Evaluating STAT3-dependent growth inhibition by SPEC compounds.

In order to further assess the relationship between the STAT3-inhibitory properties of the compounds and their abilities to block cell-growth, we expressed WT-STAT3 in STAT3−/− MEFs and selected for cells stably expressing AcGFP1-tagged WT-STAT3 (AcGFP1-STAT3) or empty vector (AcGFP1-vector, Figure 5A). The two cells plated in cell-culture treated 96 well plates were serum starved for 24 hrs and then allowed to grow under reduced serum (0.5% FBS) DMEM medium for 72 hrs. Under these conditions, only the AcGFP1-STAT3 cells grew (Figure 5B), whereas the AcGFP1-vector-expressing cells failed to grow or grew very slowly.
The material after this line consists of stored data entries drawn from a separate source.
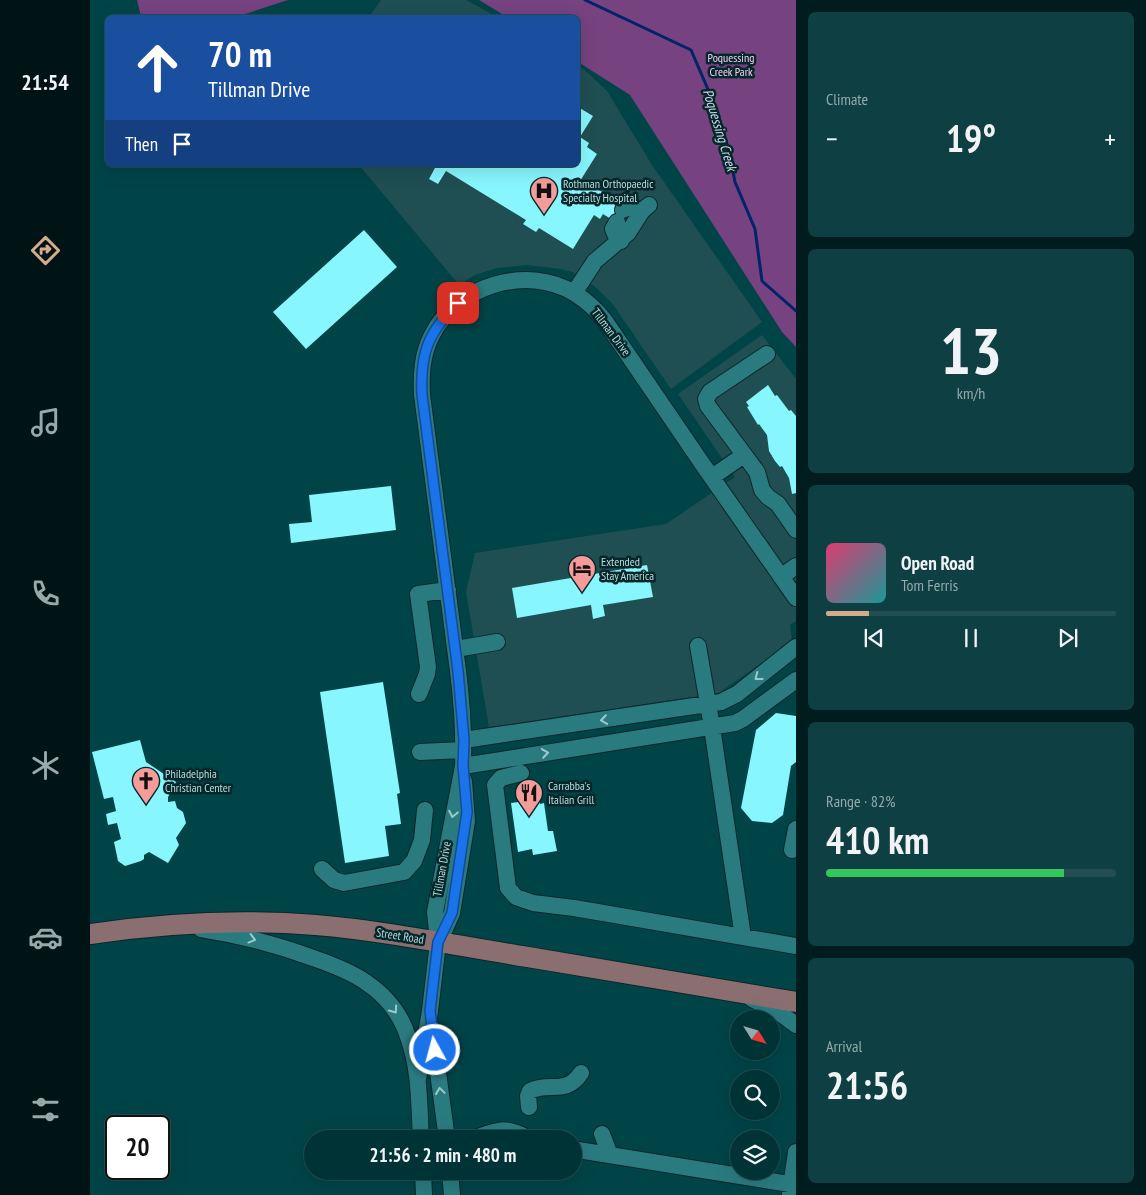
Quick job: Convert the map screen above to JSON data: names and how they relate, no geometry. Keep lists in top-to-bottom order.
{
  "streets": {
    "main road": ["Street Road"],
    "street": ["Tillman Drive"]
  },
  "crossings": [
    ["Tillman Drive", "Street Road"]
  ],
  "water": ["Poquessing Creek"],
  "parks": ["Poquessing Creek Park"],
  "places": {
    "hospital": ["Rothman Orthopaedic Specialty Hospital"],
    "hotel": ["Extended Stay America"],
    "church": ["Philadelphia Christian Center"],
    "restaurant": ["Carrabba's Italian Grill"]
  },
  "north": "bottom right",
  "page": {
    "tabs": "21:54",
    "tile": [
      "Climate",
      ["13", "km/h"],
      ["Range · 82%", "410 km"],
      ["Arrival", "21:56"]
    ],
    "turn": ["70 m", "Tillman Drive"],
    "heat": ["−", "19°", "+"],
    "then": "Then",
    "song": ["Open Road", "Tom Ferris"],
    "limit": "20",
    "trip": "21:56 · 2 min · 480 m"
  }
}
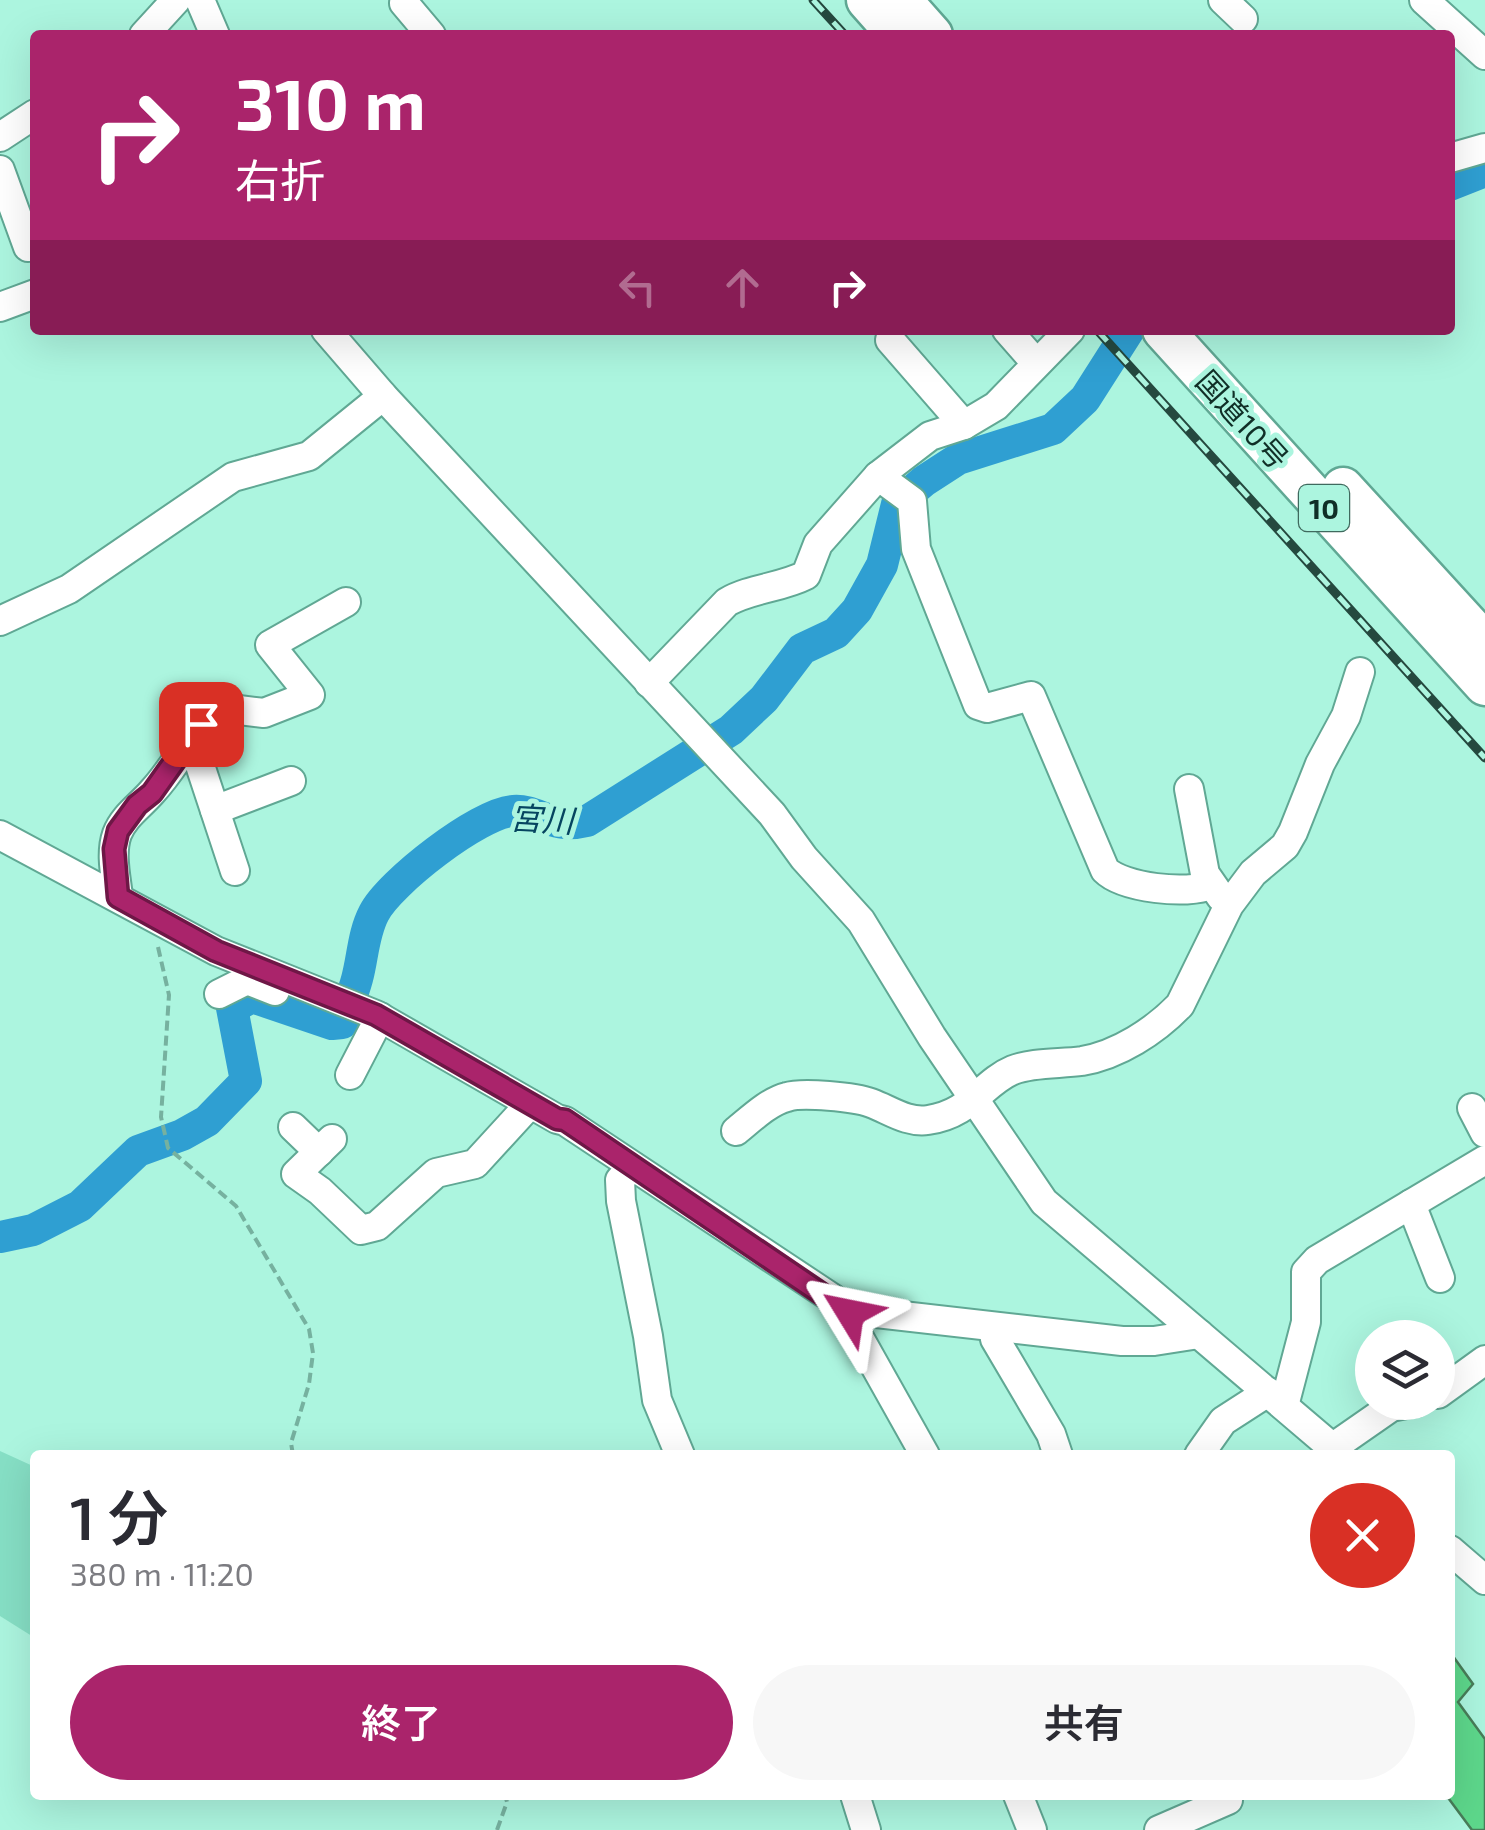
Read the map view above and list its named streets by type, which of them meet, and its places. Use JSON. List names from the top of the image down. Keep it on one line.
{"streets":{"highway":["国道10号","10"]},"water":["宮川"],"page":{"turn":["310 m","右折"],"heading":["1 分","380 m · 11:20"],"buttons":["終了","共有"]}}
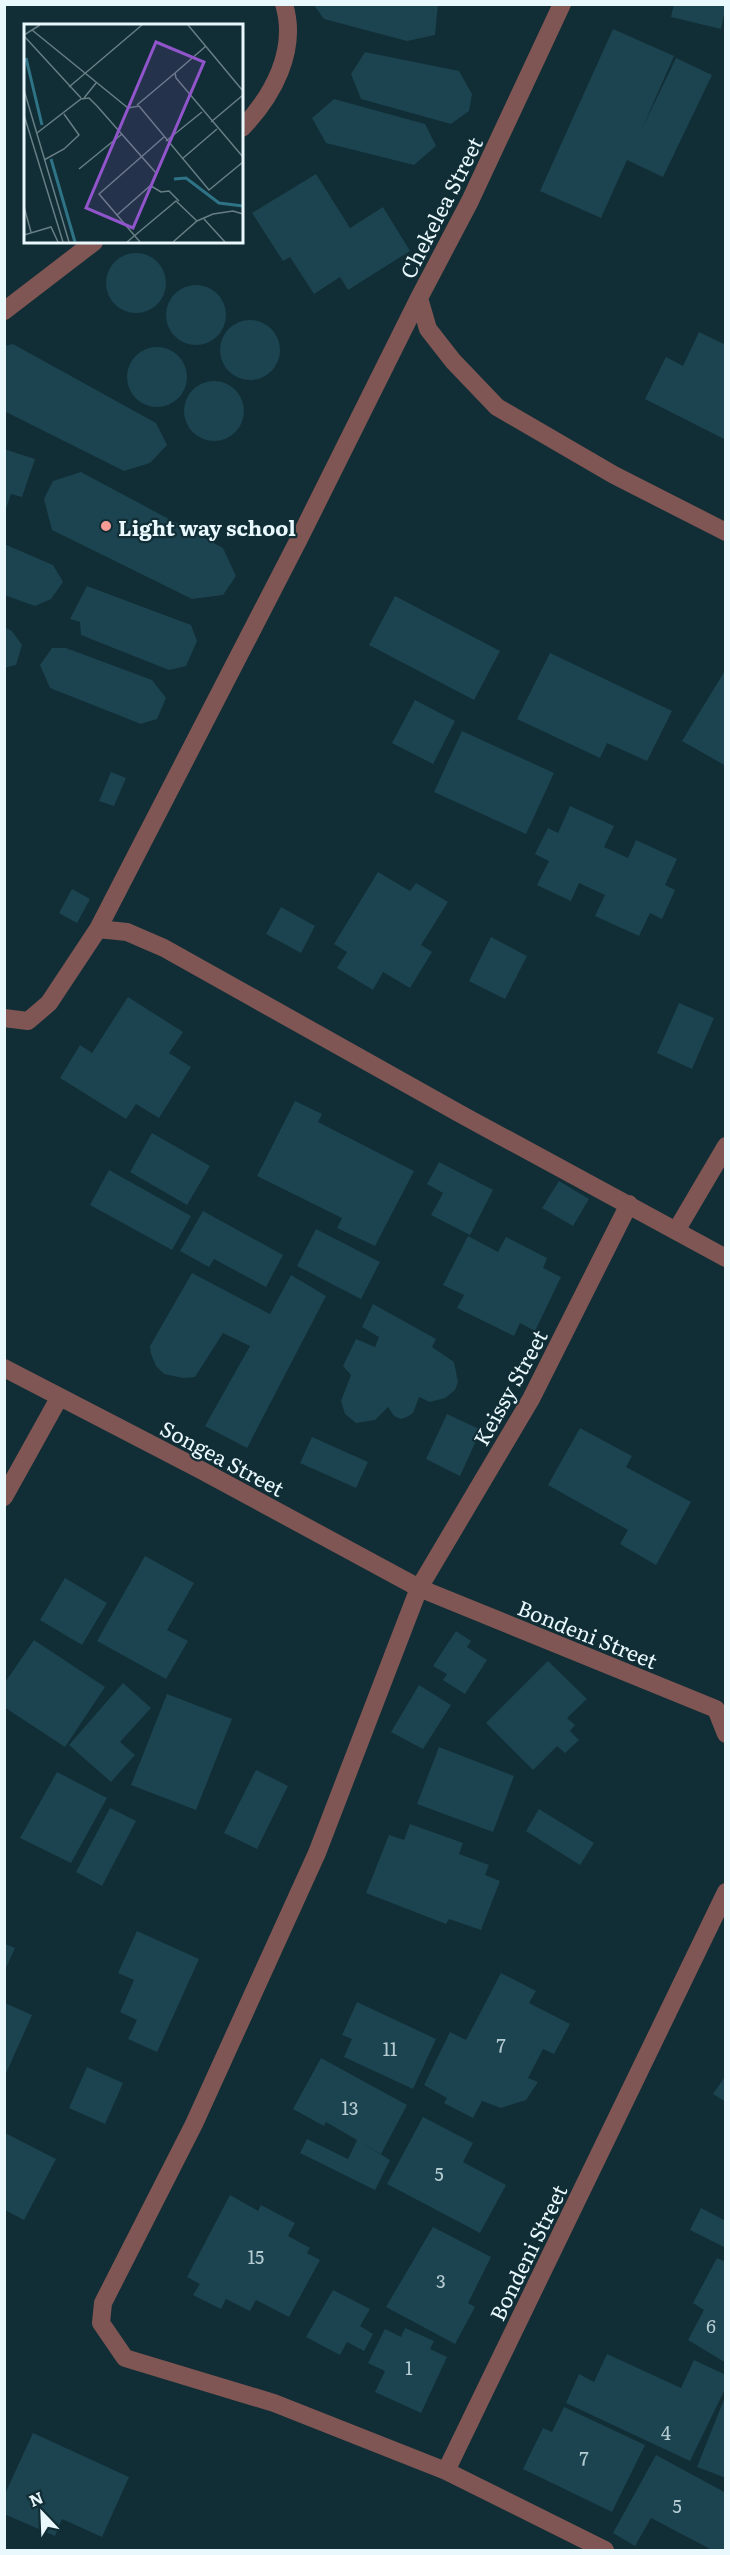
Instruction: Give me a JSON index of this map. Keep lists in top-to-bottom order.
{
  "streets": {
    "street": [
      "Chekelea Street",
      "Keissy Street",
      "Songea Street",
      "Bondeni Street"
    ]
  },
  "crossings": [
    ["Keissy Street", "Songea Street"],
    ["Keissy Street", "Bondeni Street"],
    ["Songea Street", "Bondeni Street"]
  ],
  "places": ["Light way school"],
  "house_numbers": [
    "7",
    "11",
    "13",
    "5",
    "15",
    "3",
    "6",
    "1",
    "4",
    "7",
    "5"
  ],
  "north": "top left"
}
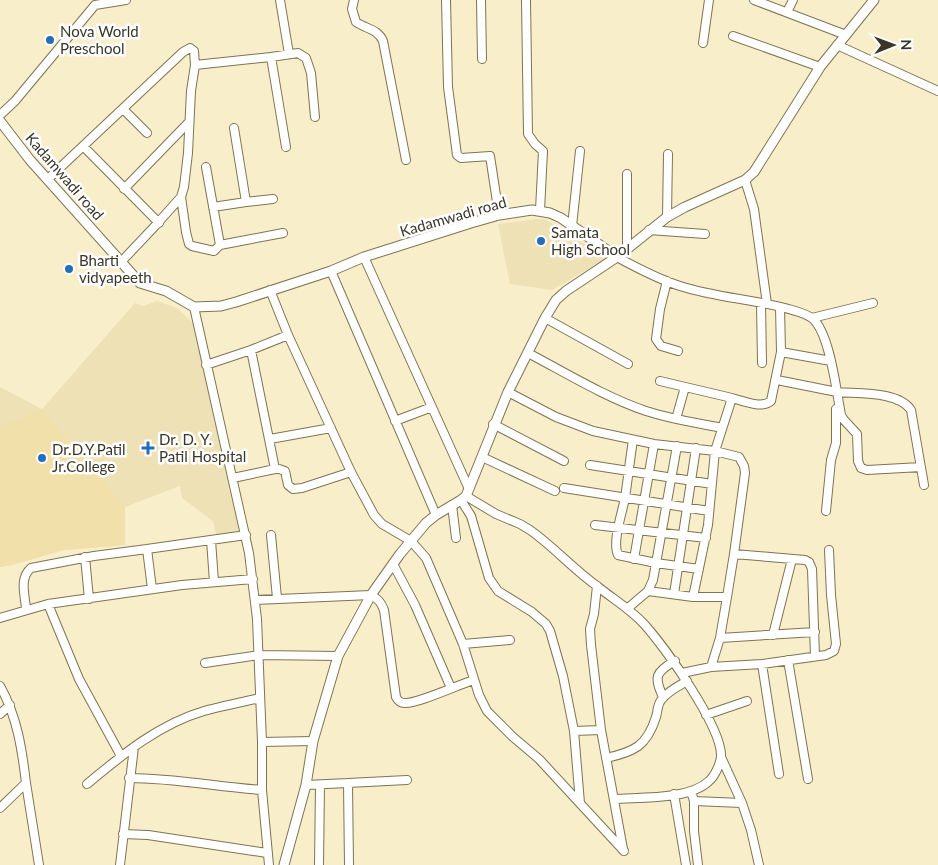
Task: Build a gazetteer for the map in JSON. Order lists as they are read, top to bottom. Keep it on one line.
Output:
{"streets":{"street":["Kadamwadi road"]},"places":{"other":["Nova World Preschool","Samata High School","Bharti vidyapeeth","Dr.D.Y.Patil Jr.College"],"health":["Dr. D. Y. Patil Hospital"]},"north":"right"}
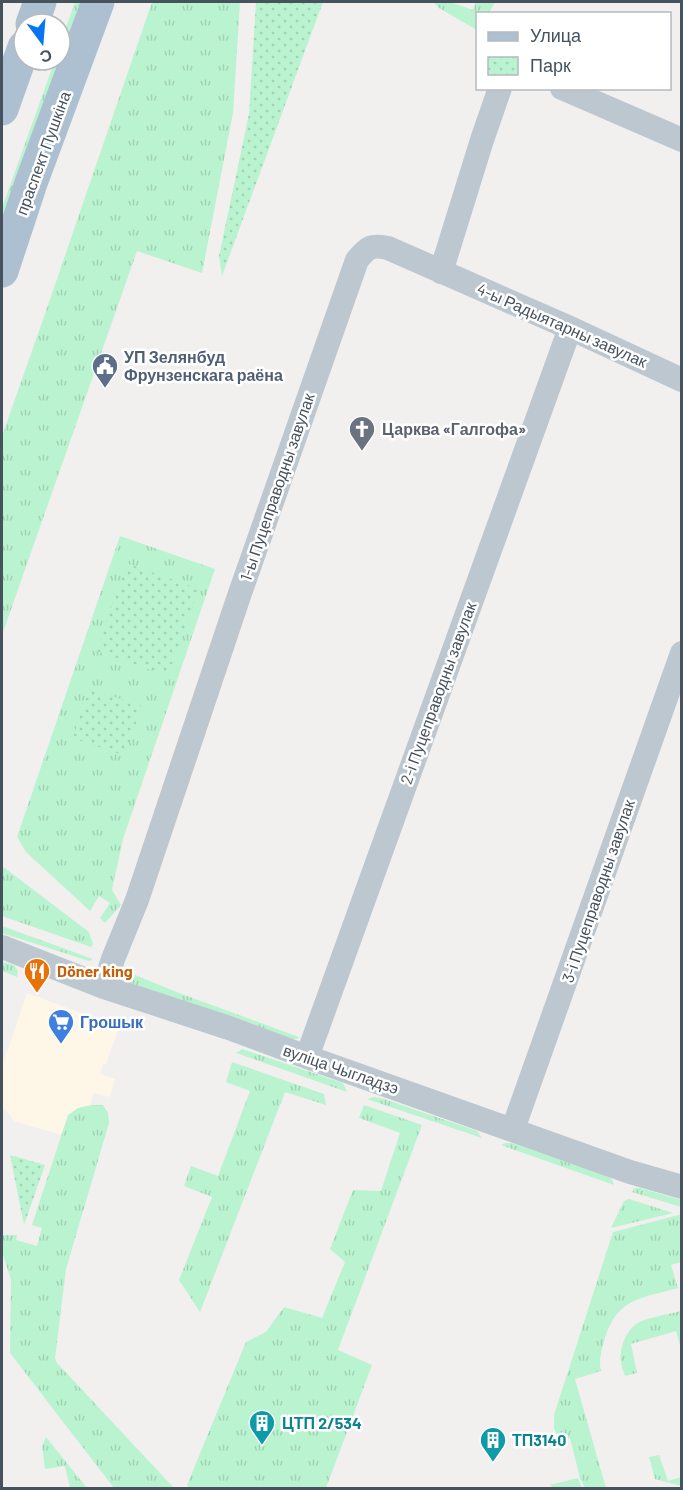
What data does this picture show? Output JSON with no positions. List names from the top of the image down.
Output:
{
  "streets": {
    "main road": ["праспект Пушкіна"],
    "street": [
      "4-ы Радыятарны завулак",
      "1-ы Пуцеправодны завулак",
      "2-і Пуцеправодны завулак",
      "3-і Пуцеправодны завулак",
      "вуліца Чыгладзэ"
    ]
  },
  "crossings": [
    ["4-ы Радыятарны завулак", "1-ы Пуцеправодны завулак"],
    ["4-ы Радыятарны завулак", "2-і Пуцеправодны завулак"],
    ["1-ы Пуцеправодны завулак", "вуліца Чыгладзэ"],
    ["2-і Пуцеправодны завулак", "вуліца Чыгладзэ"],
    ["3-і Пуцеправодны завулак", "вуліца Чыгладзэ"]
  ],
  "places": {
    "public building": ["УП Зелянбуд Фрунзенскага раёна"],
    "church": ["Царква «Галгофа»"],
    "restaurant": ["Döner king"],
    "supermarket": ["Грошык"],
    "building": ["ЦТП 2/534", "ТП3140"]
  },
  "legend": ["Улица", "Парк"],
  "north": "bottom"
}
Treatment of AcGFP1-STAT3 cells with DMSO or increasing doses (0, 0.1, 0.3, 1, 3, 10, 30, and100 μM) with SPEC compounds (SPEC-29, SPEC-8, SPEC-93, SPEC-98, SPEC-57, SPEC-101 and SPEC-85) inhibited the STAT3-driven growth of these cells (Figure 5C, Table 1) with their growth inhibition IC50 values correlating well with their ability to inhibit G-CSF-stimulated pY-STAT3 (AD: Pearson r = 0.9848, p < 0.0001; Spearman r = 0.9190, p = 0.0071, Figure 5D). We further showed that the AcGFP1-STAT3 cells could form more colonies than the AcGFP1-vector cells (Figure 5E) when plated in very low numbers (200 cell in 6 well plates) and that SPEC-29 with potent anti-STAT3 activity inhibited the ability of AcGFP1-STAT3 cells to form colonies more efficiently (no colonies at 0.3 μM) than SPEC-101 that did not have anti-STAT3 activity. This data provides further compelling evidence that the ability of SPEC compounds to inhibit STAT3-driven growth depends on their ability to inhibit STAT3 activity.

Figure 5. SPEC compounds inhibit STAT3-dependent growth of STAT3−/− MEF cells expressing ACGFP1-STAT3.

Figure 5.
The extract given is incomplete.